Both companies are pursuing different strategies. HeidelbergCement says it is hunkering down on its other four North American regions – the US Midwest, Northeast and South, plus Canada - through selected ‘bolt-on’ acquisitions and plant upgrades. Martin Marietta says it wants to take advantage of long term demand trends such as increased state infrastructure investment in California and Arizona and private-sector growth. It also reassured shareholders with its version of the acquisition/divestment story by saying it was going to generate value the same way it did previously with TXI. It’s a small thing but the acquisition also sees the US’ largest domestic cement producer increase its production base. The top five North American cement producers will remain controlled by companies headquartered in Europe but it is a step towards regionalism.

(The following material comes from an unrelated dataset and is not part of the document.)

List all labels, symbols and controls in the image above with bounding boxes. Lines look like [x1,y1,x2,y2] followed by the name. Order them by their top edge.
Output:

As for who’s right, in the short term, the west coast region looks good. The area included some of the best performing states in 2020 in terms of growth in cement consumption year-on-year in 2020 with the exception of Oregon. In its winter forecast the Portland Cement Association (PCA) attributed growth in the Mountain region of the US (including Nevada) to underlying economic fundamentals and favourable demographic trends, although it expected this to slow down in 2021. In the Pacific region it forecast consumption to grow modestly in 2021 due to residential construction. As if to underline the current situation, Cemex decided to recommission a kiln in Mexico in February 2021 to cope with cement shortages and project delays in California, Arizona and Nevada.

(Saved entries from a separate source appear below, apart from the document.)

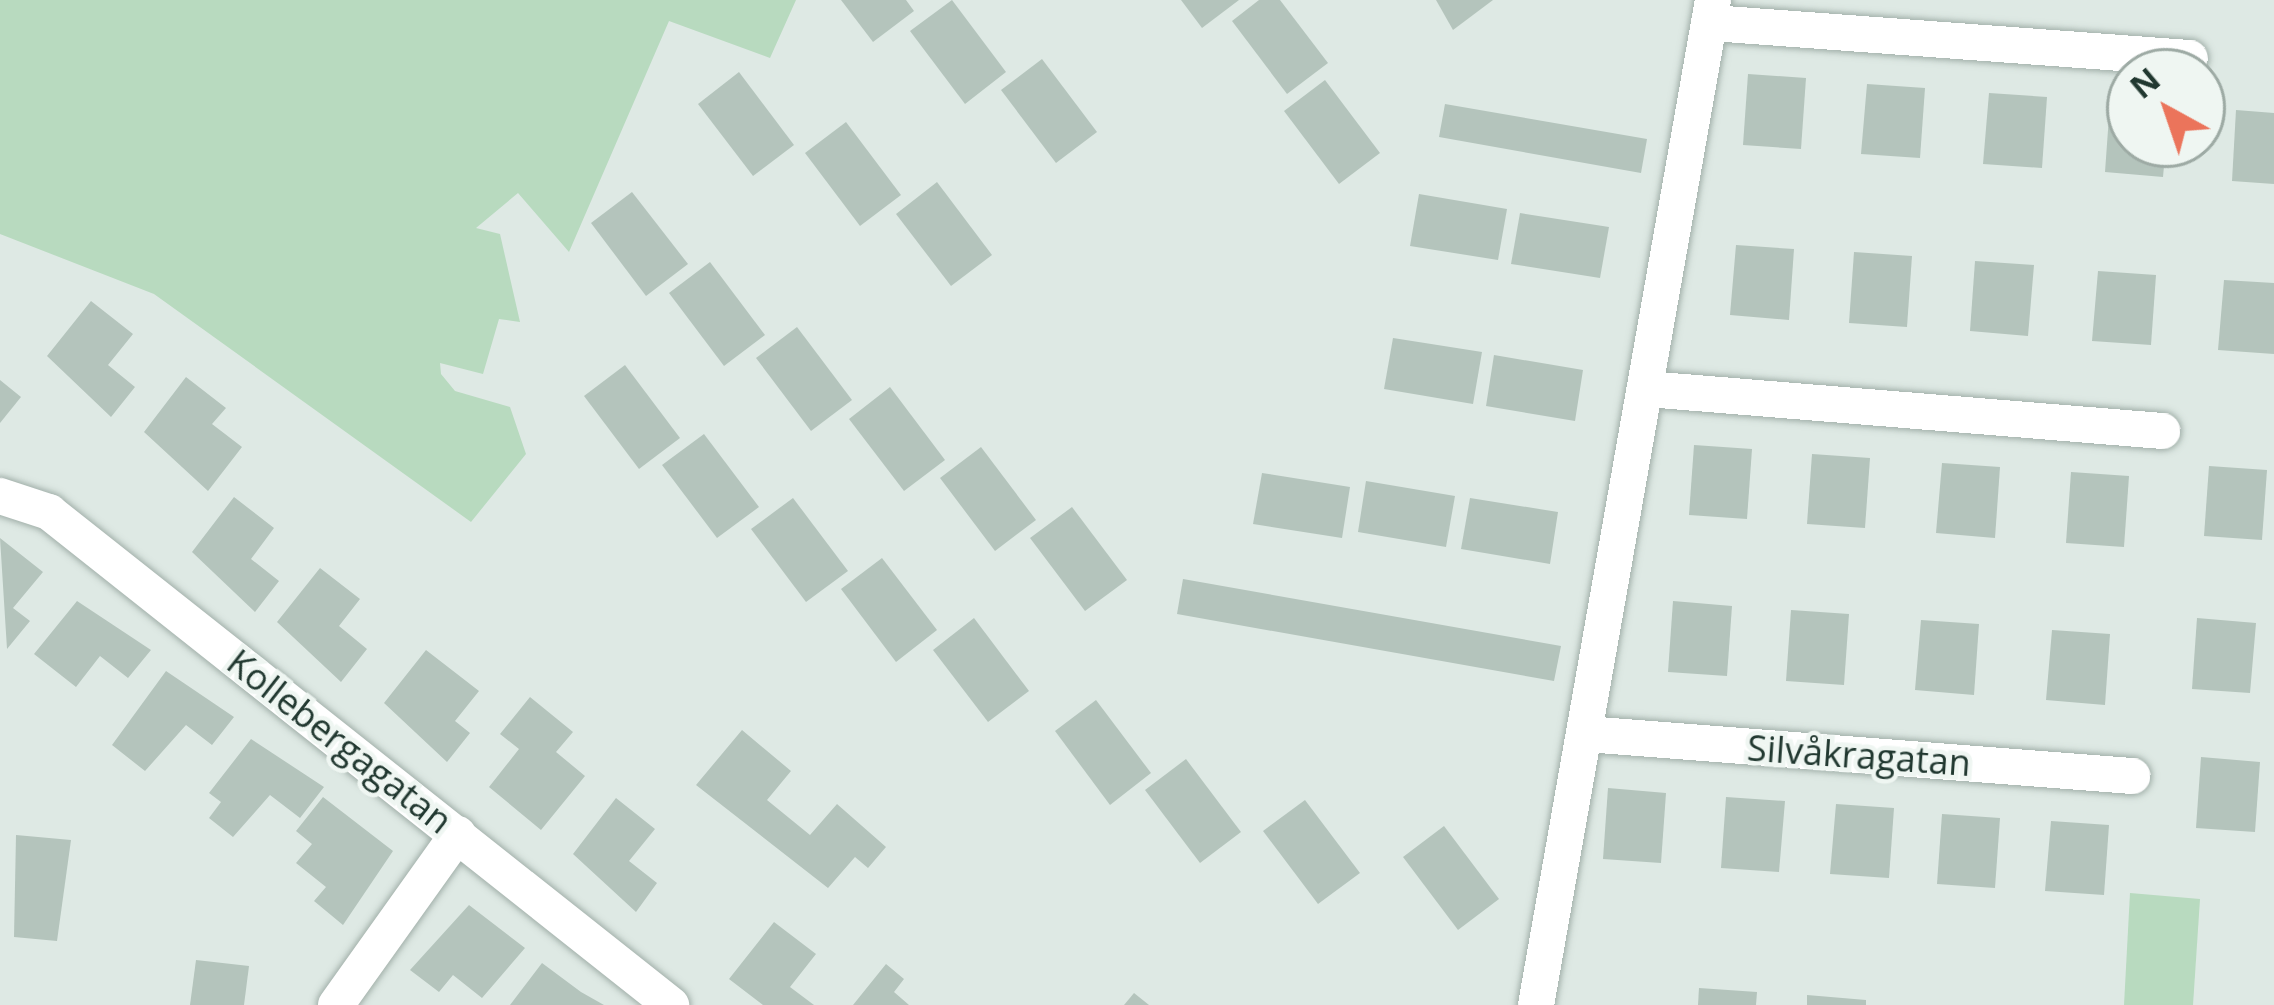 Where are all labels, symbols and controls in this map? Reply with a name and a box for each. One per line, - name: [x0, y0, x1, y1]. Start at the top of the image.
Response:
- north arrow: [2106, 48, 2226, 168]
- text: N: [2120, 56, 2169, 108]
- street label: Kollebergagatan: [219, 640, 461, 842]
- street label: Silvåkragatan: [1746, 726, 1972, 784]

In the face of these figures HeidelbergCement’s decision to sell suggests either it dangled a juicy proposition with good short term prospects in front of the buyers or its long term projections are pointing elsewhere. Selling up, yet holding onto its largest cement plant in the region, also smacks of hedging its bets. No doubt it will be holding on to a few terminals too. On the other hand, it would be very interesting indeed to know what part, if any, HeidelbergCement’s internal carbon price played in its decision to divest in the western US. California has the country’s biggest carbon emissions trading scheme (ETS). If say, legislators suddenly decided to follow the price trend of the European Union’s ETS then things might look different.
US: HeidelbergCement subsidiary Lehigh Hanson has agreed to sell its assets in its US West region to Martin Marietta for US$2.3bn. The transaction includes the sale of its business activities in cement, aggregates, ready-mixed concrete and asphalt in California, Arizona, Oregon and Nevada, with the exception of the Permanente cement plant and quarry. The sale includes two cement plants with related distribution terminals, 17 active aggregates sites and several downstream operations. The companies expect to conclude the deal by 2022 subject to regulatory approval.
“The sale of our US West region activities is a major step in our portfolio optimisation as part of our ‘Beyond 2020’ strategy,” said Dominik von Achten, chairman of the managing board of HeidelbergCement. “We are simplifying our portfolio in North America and prioritising on the strongest market positions.” Chris Ward, president and chief executive officer of Lehigh Hanson added, “We will accelerate the build-out of our positions in the four key regions Canada, Midwest, Northeast and South through selected bolt-on acquisitions and capacity expansion projects in the future.”